Dataset entries
=== Begin Enclosure ===

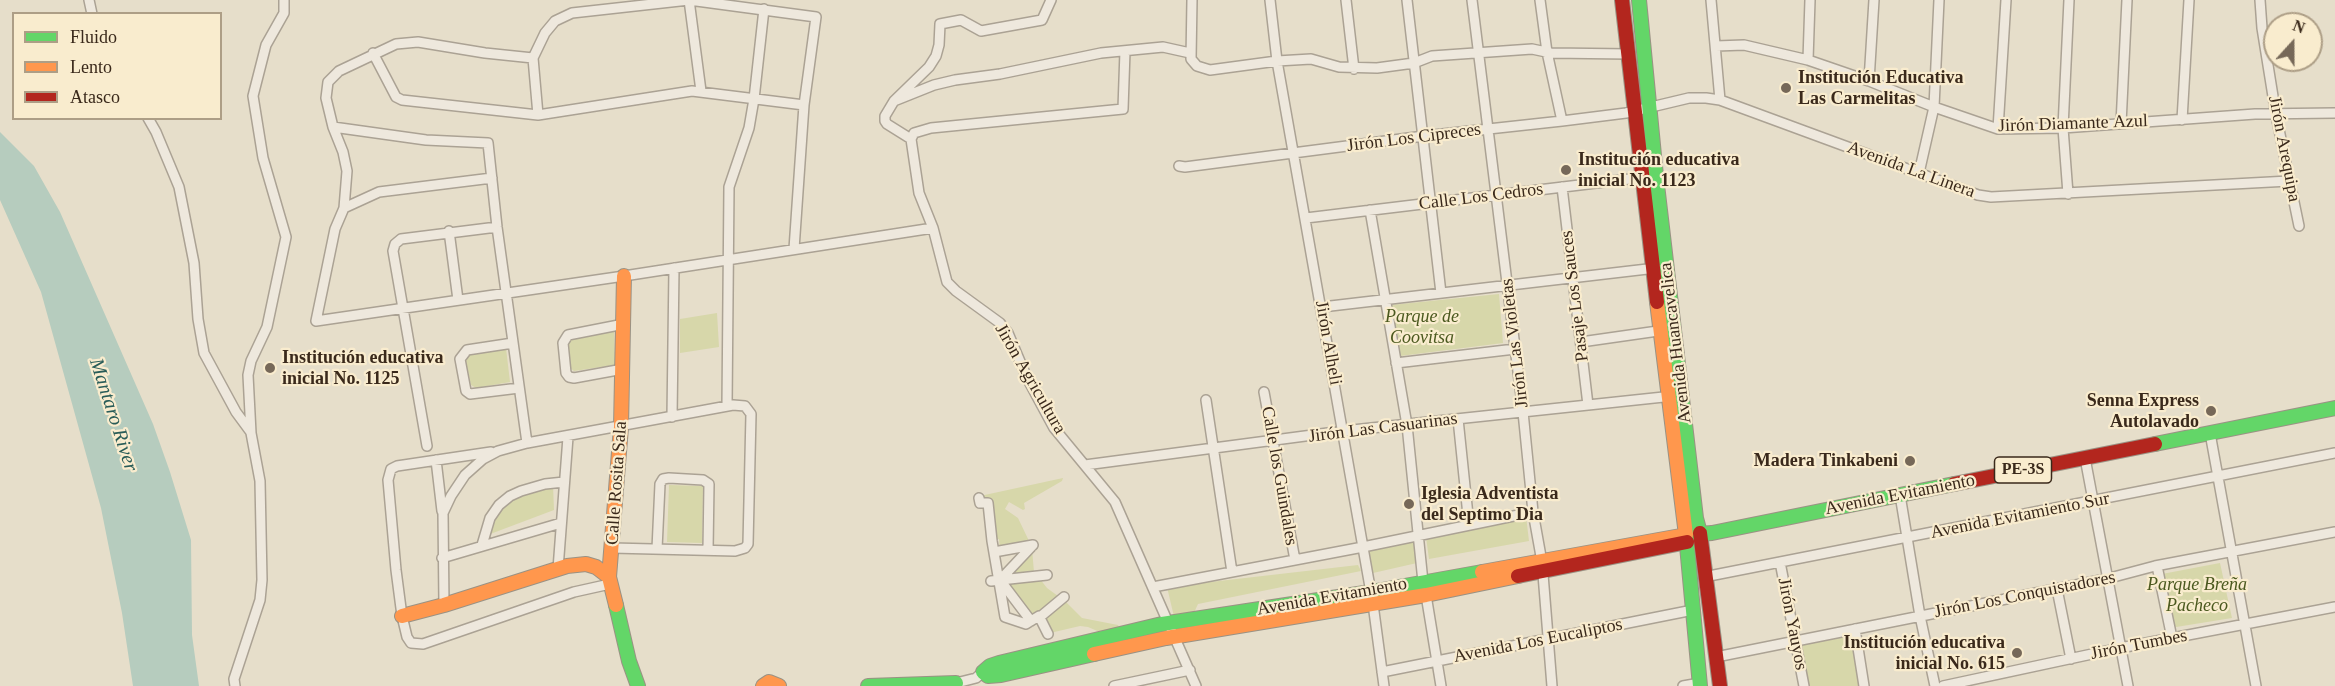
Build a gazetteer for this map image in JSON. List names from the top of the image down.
{
  "streets": {
    "main road": [
      "Avenida Huancavelica",
      "PE-3S",
      "Calle Rosita Sala",
      "Avenida Evitamiento"
    ],
    "street": [
      "Jirón Diamante Azul",
      "Jirón Los Cipreces",
      "Jirón Arequipa",
      "Avenida La Linera",
      "Calle Los Cedros",
      "Pasaje Los Sauces",
      "Jirón Alheli",
      "Jirón Las Violetas",
      "Jirón Agricultura",
      "Jirón Las Casuarinas",
      "Calle los Guindales",
      "Avenida Evitamiento Sur",
      "Jirón Los Conquistadores",
      "Jirón Yauyos",
      "Avenida Los Eucaliptos",
      "Jirón Tumbes"
    ]
  },
  "crossings": [
    ["Jirón Diamante Azul", "Jirón Arequipa"],
    ["Jirón Los Cipreces", "Avenida La Linera"],
    ["Jirón Los Cipreces", "Jirón Alheli"],
    ["Jirón Los Cipreces", "Jirón Las Violetas"],
    ["Jirón Los Cipreces", "Avenida Huancavelica"],
    ["Jirón Arequipa", "Avenida La Linera"],
    ["Avenida La Linera", "Avenida Huancavelica"],
    ["Calle Los Cedros", "Pasaje Los Sauces"],
    ["Calle Los Cedros", "Jirón Alheli"],
    ["Calle Los Cedros", "Jirón Las Violetas"],
    ["Calle Los Cedros", "Avenida Huancavelica"],
    ["Pasaje Los Sauces", "Jirón Las Casuarinas"],
    ["Jirón Alheli", "Jirón Las Casuarinas"],
    ["Jirón Alheli", "Avenida Evitamiento"],
    ["Jirón Alheli", "Avenida Los Eucaliptos"],
    ["Jirón Las Violetas", "Jirón Las Casuarinas"],
    ["Jirón Las Violetas", "Avenida Evitamiento"],
    ["Jirón Las Violetas", "Avenida Los Eucaliptos"],
    ["Avenida Huancavelica", "Jirón Las Casuarinas"],
    ["Avenida Huancavelica", "Avenida Evitamiento"],
    ["Avenida Huancavelica", "Avenida Evitamiento Sur"],
    ["Avenida Huancavelica", "Jirón Los Conquistadores"],
    ["Avenida Huancavelica", "Avenida Los Eucaliptos"],
    ["Jirón Agricultura", "Jirón Las Casuarinas"],
    ["Jirón Agricultura", "Avenida Evitamiento"],
    ["Jirón Las Casuarinas", "Calle los Guindales"],
    ["Avenida Evitamiento Sur", "Jirón Yauyos"],
    ["Jirón Los Conquistadores", "Jirón Yauyos"]
  ],
  "water": ["Mantaro River"],
  "parks": ["Parque de Coovitsa", "Parque Breña Pacheco"],
  "places": [
    "Institución Educativa Las Carmelitas",
    "Institución educativa inicial No. 1123",
    "Institución educativa inicial No. 1125",
    "Senna Express Autolavado",
    "Madera Tinkabeni",
    "Iglesia Adventista del Septimo Dia",
    "Institución educativa inicial No. 615"
  ],
  "legend": ["Fluido", "Lento", "Atasco"],
  "north": "top"
}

=== End Enclosure ===

WHAT IS NEEDED:
Repeat the data above word for word, without pictures.

THE ANSWER:
Build a gazetteer for this map image in JSON. List names from the top of the image down.
{
  "streets": {
    "main road": [
      "Avenida Huancavelica",
      "PE-3S",
      "Calle Rosita Sala",
      "Avenida Evitamiento"
    ],
    "street": [
      "Jirón Diamante Azul",
      "Jirón Los Cipreces",
      "Jirón Arequipa",
      "Avenida La Linera",
      "Calle Los Cedros",
      "Pasaje Los Sauces",
      "Jirón Alheli",
      "Jirón Las Violetas",
      "Jirón Agricultura",
      "Jirón Las Casuarinas",
      "Calle los Guindales",
      "Avenida Evitamiento Sur",
      "Jirón Los Conquistadores",
      "Jirón Yauyos",
      "Avenida Los Eucaliptos",
      "Jirón Tumbes"
    ]
  },
  "crossings": [
    ["Jirón Diamante Azul", "Jirón Arequipa"],
    ["Jirón Los Cipreces", "Avenida La Linera"],
    ["Jirón Los Cipreces", "Jirón Alheli"],
    ["Jirón Los Cipreces", "Jirón Las Violetas"],
    ["Jirón Los Cipreces", "Avenida Huancavelica"],
    ["Jirón Arequipa", "Avenida La Linera"],
    ["Avenida La Linera", "Avenida Huancavelica"],
    ["Calle Los Cedros", "Pasaje Los Sauces"],
    ["Calle Los Cedros", "Jirón Alheli"],
    ["Calle Los Cedros", "Jirón Las Violetas"],
    ["Calle Los Cedros", "Avenida Huancavelica"],
    ["Pasaje Los Sauces", "Jirón Las Casuarinas"],
    ["Jirón Alheli", "Jirón Las Casuarinas"],
    ["Jirón Alheli", "Avenida Evitamiento"],
    ["Jirón Alheli", "Avenida Los Eucaliptos"],
    ["Jirón Las Violetas", "Jirón Las Casuarinas"],
    ["Jirón Las Violetas", "Avenida Evitamiento"],
    ["Jirón Las Violetas", "Avenida Los Eucaliptos"],
    ["Avenida Huancavelica", "Jirón Las Casuarinas"],
    ["Avenida Huancavelica", "Avenida Evitamiento"],
    ["Avenida Huancavelica", "Avenida Evitamiento Sur"],
    ["Avenida Huancavelica", "Jirón Los Conquistadores"],
    ["Avenida Huancavelica", "Avenida Los Eucaliptos"],
    ["Jirón Agricultura", "Jirón Las Casuarinas"],
    ["Jirón Agricultura", "Avenida Evitamiento"],
    ["Jirón Las Casuarinas", "Calle los Guindales"],
    ["Avenida Evitamiento Sur", "Jirón Yauyos"],
    ["Jirón Los Conquistadores", "Jirón Yauyos"]
  ],
  "water": ["Mantaro River"],
  "parks": ["Parque de Coovitsa", "Parque Breña Pacheco"],
  "places": [
    "Institución Educativa Las Carmelitas",
    "Institución educativa inicial No. 1123",
    "Institución educativa inicial No. 1125",
    "Senna Express Autolavado",
    "Madera Tinkabeni",
    "Iglesia Adventista del Septimo Dia",
    "Institución educativa inicial No. 615"
  ],
  "legend": ["Fluido", "Lento", "Atasco"],
  "north": "top"
}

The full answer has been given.